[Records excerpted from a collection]
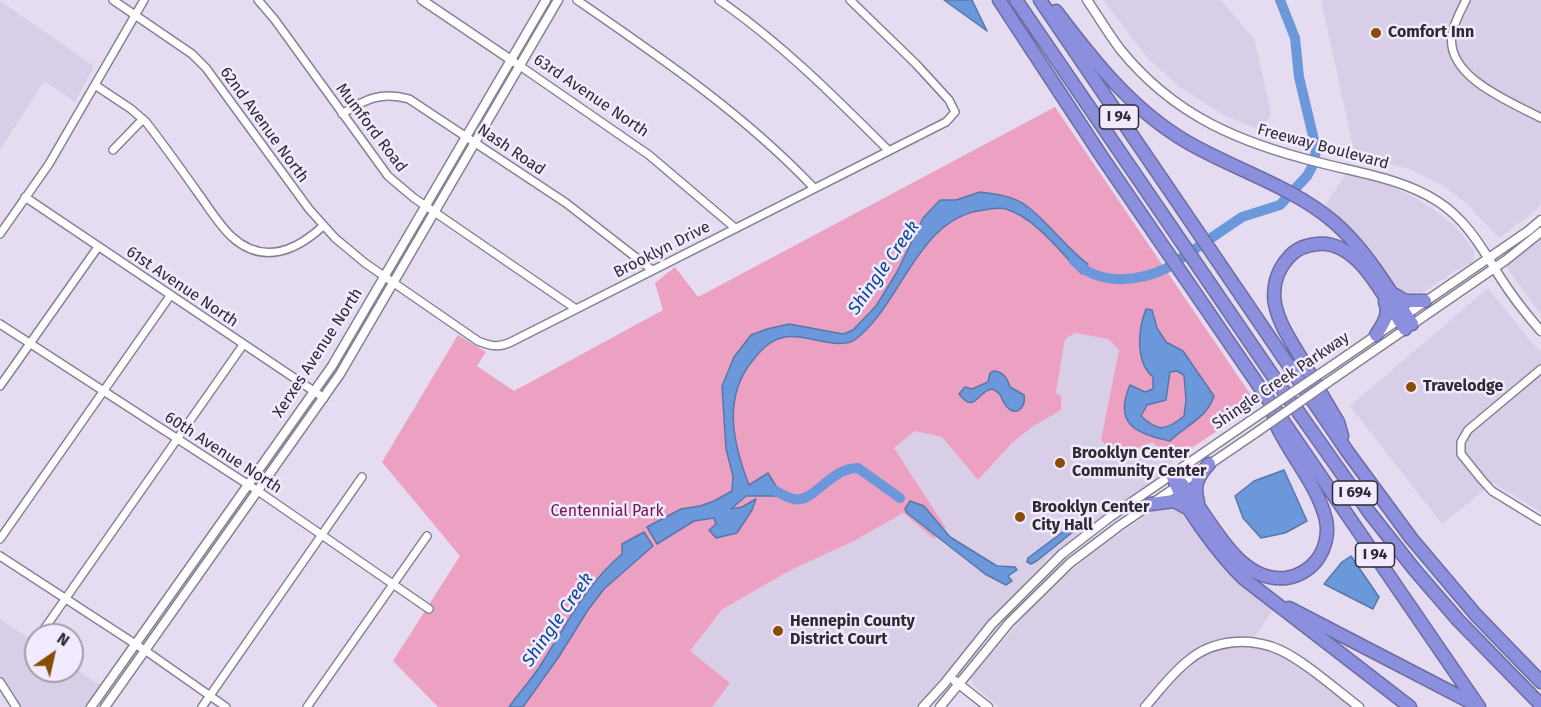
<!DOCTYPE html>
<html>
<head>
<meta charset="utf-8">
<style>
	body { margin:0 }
	#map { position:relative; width:1541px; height:707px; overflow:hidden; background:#e5dcf1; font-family:"Fira Sans",sans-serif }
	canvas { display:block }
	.north { position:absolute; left:24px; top:623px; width:60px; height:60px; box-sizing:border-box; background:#f2eafe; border:2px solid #a39dac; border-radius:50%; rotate:34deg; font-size:16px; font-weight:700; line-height:24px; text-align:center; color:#2d2a32 }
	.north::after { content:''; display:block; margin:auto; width:21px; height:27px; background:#884d07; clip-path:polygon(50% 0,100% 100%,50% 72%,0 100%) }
</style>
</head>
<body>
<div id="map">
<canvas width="1541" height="707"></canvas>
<div class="north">N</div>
</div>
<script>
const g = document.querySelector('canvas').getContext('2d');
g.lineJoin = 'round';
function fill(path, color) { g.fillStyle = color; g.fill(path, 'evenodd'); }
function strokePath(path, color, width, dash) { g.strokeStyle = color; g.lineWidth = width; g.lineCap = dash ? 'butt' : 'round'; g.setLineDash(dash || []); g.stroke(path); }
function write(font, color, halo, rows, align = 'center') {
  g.font = font + ' "Fira Sans",sans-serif'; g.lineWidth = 5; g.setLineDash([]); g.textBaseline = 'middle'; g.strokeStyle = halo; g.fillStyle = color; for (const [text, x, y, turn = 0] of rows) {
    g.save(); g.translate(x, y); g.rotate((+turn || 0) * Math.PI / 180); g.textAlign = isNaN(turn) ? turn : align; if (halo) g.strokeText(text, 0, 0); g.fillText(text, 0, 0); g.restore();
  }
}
fill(new Path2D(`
	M1103 0H1221L1254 39 1271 112 1263 131 1223 115 1180 87 1149 60Z
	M1321 0H1541V204L1535 211 1499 238 1468 205 1442 185 1409 169 1355 155Z
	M0 1 94 66 75 102 44 81 0 150Z
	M1346 174 1387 185 1414 197 1433 209 1455 226 1475 252 1472 263 1455 271 1419 295 1402 297 1322 210Z
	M1541 239V315L1507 268 1509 263Z
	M1488 288 1533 344 1541 351V512L1493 483 1442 524 1350 406Z
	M1075 333 1108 339 1119 350 1101 441 1152 442 1174 460 1159 476 1056 554 1050 555 966 649 934 693 917 707H712L730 683 690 651 724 609 791 570 854 541 903 513 934 539 917 485 894 448 915 431 942 437 978 480 1012 443 1032 427 1061 410 1056 394 1065 339Z
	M1164 503H1177L1275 608 1254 637 1219 639 1201 646 1180 662 1138 707H999L975 687 971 680V674L982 659 995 650 1029 611 1065 576 1109 541Z
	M0 619 36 643V671H72V667L103 687 87 707H21L0 675Z
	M1244 645 1265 648 1285 657 1352 707H1150L1177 676 1191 663 1208 652 1224 647Z`), '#d8cee8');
fill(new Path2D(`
	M1055 107 1257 404 1174 460 1152 442 1116 457 1101 440 1119 350 1108 339 1075 333 1065 339 1056 393 1061 396V410L1032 427 1012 443 978 480 942 437 915 431 894 448 946 528 934 539 903 513 854 541 791 570 723 609 690 651 730 683 712 707H438L393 661 460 556 382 462 458 335 486 352 477 366 514 391 663 310 655 283 675 267 698 297Z`), '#eca1c3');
const water = new Path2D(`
	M944 0H972L987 31Z
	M980 192C996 194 1015 196 1028 207 1050 224 1066 248 1088 264L1082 274C1060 252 1037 219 1006 209 1000 207 990 209 984 210 918 217 903 302 856 339 840 352 806 333 785 337 770 340 762 349 753 360 722 398 733 443 749 485L768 473 782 496H746L731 509 742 507 756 499 752 510 737 533 716 538 709 530 716 524 714 518 694 521 657 544 647 527 681 509 700 506 714 501 732 491 733 476 726 449 722 386 734 357 751 335 767 329 789 324 843 334 853 330 876 306 897 272 923 218 940 200H956Z
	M1146 309 1152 310 1157 328 1166 342 1183 351 1214 396C1207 418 1186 425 1170 441 1136 434 1113 424 1130 385L1145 392 1153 389V377C1135 362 1138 329 1146 309ZM1177 371 1184 375 1186 400 1184 416C1166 431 1158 432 1141 416L1147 405 1166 400 1170 372Z
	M994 371C1004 372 1007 378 1010 387L1024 395C1026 406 1017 418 1007 407 1000 400 1004 394 992 389 977 391 975 415 959 394L965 387 972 389 988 382 990 373Z
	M1284 470 1307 521 1285 533 1261 538 1243 518 1235 496 1254 481Z
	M910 501 924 506 950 537 997 566 1015 567 1017 570 1008 576 1012 581 1006 585 985 574 907 513 905 509Z
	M1076 522 1084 523 1038 560 1031 564 1027 562 1028 558Z
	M644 532 653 546 604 589 588 610 558 658 523 707H509C519 693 531 680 540 666 566 626 585 585 622 554V544Z
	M1351 556 1379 597 1373 609 1324 584 1342 562Z`);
fill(water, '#6b98db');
strokePath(water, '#5877a8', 1.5);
strokePath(new Path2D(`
	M1074 261C1099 286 1138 282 1167 268L1242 217 1280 205 1307 176 1312 167 1316 151 1314 140 1299 77 1295 38 1280 0
	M767 487C776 490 784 497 794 499 813 504 831 467 858 468L900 498`), '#6b98db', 10);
const minor = new Path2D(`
	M113 0 192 54 206 68 309 209 335 238 365 263 478 341C490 346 499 348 511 342L946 122 955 112 949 100 916 64 850 0
	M258 0 275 20 388 176 414 198 576 309
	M577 0C660 57 744 114 814 188
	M719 0C781 43 834 96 888 150
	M1466 0C1461 10 1454 23 1452 34 1445 77 1511 102 1541 118
	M520 66 649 155 735 228
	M95 85 131 109 146 122C164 145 181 169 198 193 209 208 219 225 232 237 263 265 296 251 323 226
	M342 114C365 99 382 91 409 99L566 203 652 270
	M113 150 143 119
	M25 197 324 398
	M0 234 49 164 144 0
	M0 324 258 491 429 609
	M1541 369 1468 430 1461 442V454L1482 480 1492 491 1541 521
	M0 386 98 247
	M0 539 170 296
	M0 556 146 651 226 707
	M40 635 243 345
	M0 682 16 707
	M202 707 362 477
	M307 707 427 536`);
const tertiary = new Path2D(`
	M422 0 514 62
	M1087 0C1098 16 1108 33 1120 49 1174 116 1240 143 1321 163 1359 173 1403 179 1437 201 1466 219 1482 248 1500 277 1512 296 1526 314 1541 331
	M1330 367 1528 231 1541 220
	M1327 383 1506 260 1541 232
	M955 681 988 707
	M91 707 332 366 546 0
	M105 707 340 374 558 0
	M923 707 944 684 992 624 1062 554 1110 517 1250 421
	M940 707 1009 623 1070 563 1119 526 1257 432
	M1145 707C1159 691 1172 673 1189 660 1214 639 1251 637 1280 650 1304 661 1337 690 1359 707`);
const motorway = new Path2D(`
	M999 0 1102 157 1479 707
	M1016 0 1273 376 1369 512 1414 569 1458 620 1541 705
	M1040 0 1347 451 1411 538 1476 615 1541 682
	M1056 11C1093 60 1132 110 1187 142 1235 170 1292 186 1335 223 1367 251 1388 289 1412 324
	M1395 295 1405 301H1425
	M1376 335C1383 324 1390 315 1385 302
	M1342 436 1338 422C1325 401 1313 379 1301 358 1291 341 1279 324 1275 304 1272 287 1277 270 1289 257 1296 249 1306 245 1317 244 1359 239 1385 300 1405 329
	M1172 474C1206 503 1231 584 1286 578 1299 576 1309 570 1317 560 1325 549 1329 534 1326 520 1320 493 1300 467 1286 443 1282 435 1276 427 1274 418
	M1173 477C1184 508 1219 554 1243 578L1410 707
	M1198 502C1193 486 1198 476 1209 464
	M1151 504 1174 501 1187 508
	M1289 608 1476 705`);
strokePath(minor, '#888093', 10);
strokePath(tertiary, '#888093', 11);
strokePath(motorway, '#6b6ca1', 15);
strokePath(minor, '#fff', 7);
strokePath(tertiary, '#fff', 8);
strokePath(motorway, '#8c8fdd', 12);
const tertiaryBridge = new Path2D(`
	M1250 421 1330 367
	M1257 432 1327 383`);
strokePath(tertiaryBridge, '#888093', 11, []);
strokePath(tertiaryBridge, '#fff', 8);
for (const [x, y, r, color] of [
	[1376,33,6,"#884d07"],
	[1411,387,6,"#884d07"],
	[1060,463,6,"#884d07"],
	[1020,517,6,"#884d07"],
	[778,631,6,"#884d07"]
]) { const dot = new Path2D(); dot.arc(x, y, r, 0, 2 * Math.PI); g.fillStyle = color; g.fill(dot); strokePath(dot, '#f2eafe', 2); }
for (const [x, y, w] of [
	[1119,117,39],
	[1355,493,45],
	[1375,555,39]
]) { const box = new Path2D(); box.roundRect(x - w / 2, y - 12, w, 24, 4.5); g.fillStyle = '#f2eafe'; g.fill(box); strokePath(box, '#2d2a32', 1.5); }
write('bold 15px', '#2d2a32', null, [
	["I 94",1119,117],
	["I 694",1355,493],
	["I 94",1375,555]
]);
write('bold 16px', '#2d2a32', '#f2eafe', [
	["Comfort Inn",1388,33],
	["Travelodge",1423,387],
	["Brooklyn Center",1072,454],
	["Community Center",1072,472],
	["Brooklyn Center",1032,508],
	["City Hall",1032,526],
	["Hennepin County",790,622],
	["District Court",790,640]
], 'left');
write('16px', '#2d2a32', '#f2eafe', [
	["63rd Avenue North",591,96,34],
	["62nd Avenue North",264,125,54],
	["Mumford Road",371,128,53],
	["Freeway Boulevard",1323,147,15],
	["Nash Road",511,150,34],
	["Brooklyn Drive",662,250,-27],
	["61st Avenue North",182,287,34],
	["Xerxes Avenue North",318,353,-57],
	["Shingle Creek Parkway",1281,381,-34],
	["60th Avenue North",223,453,33]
]);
write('16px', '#74134b', '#f2eafe', [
	["Centennial Park",607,512]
]);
write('italic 18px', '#094795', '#f2eafe', [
	["Shingle Creek",884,268,-55],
	["Shingle Creek",558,620,-55]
]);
</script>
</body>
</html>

WHAT IS NEEDED: Looking at the data above, show all lines where the word "canvas" occurs.

RESULT:
	canvas { display:block }
<canvas width="1541" height="707"></canvas>
const g = document.querySelector('canvas').getContext('2d');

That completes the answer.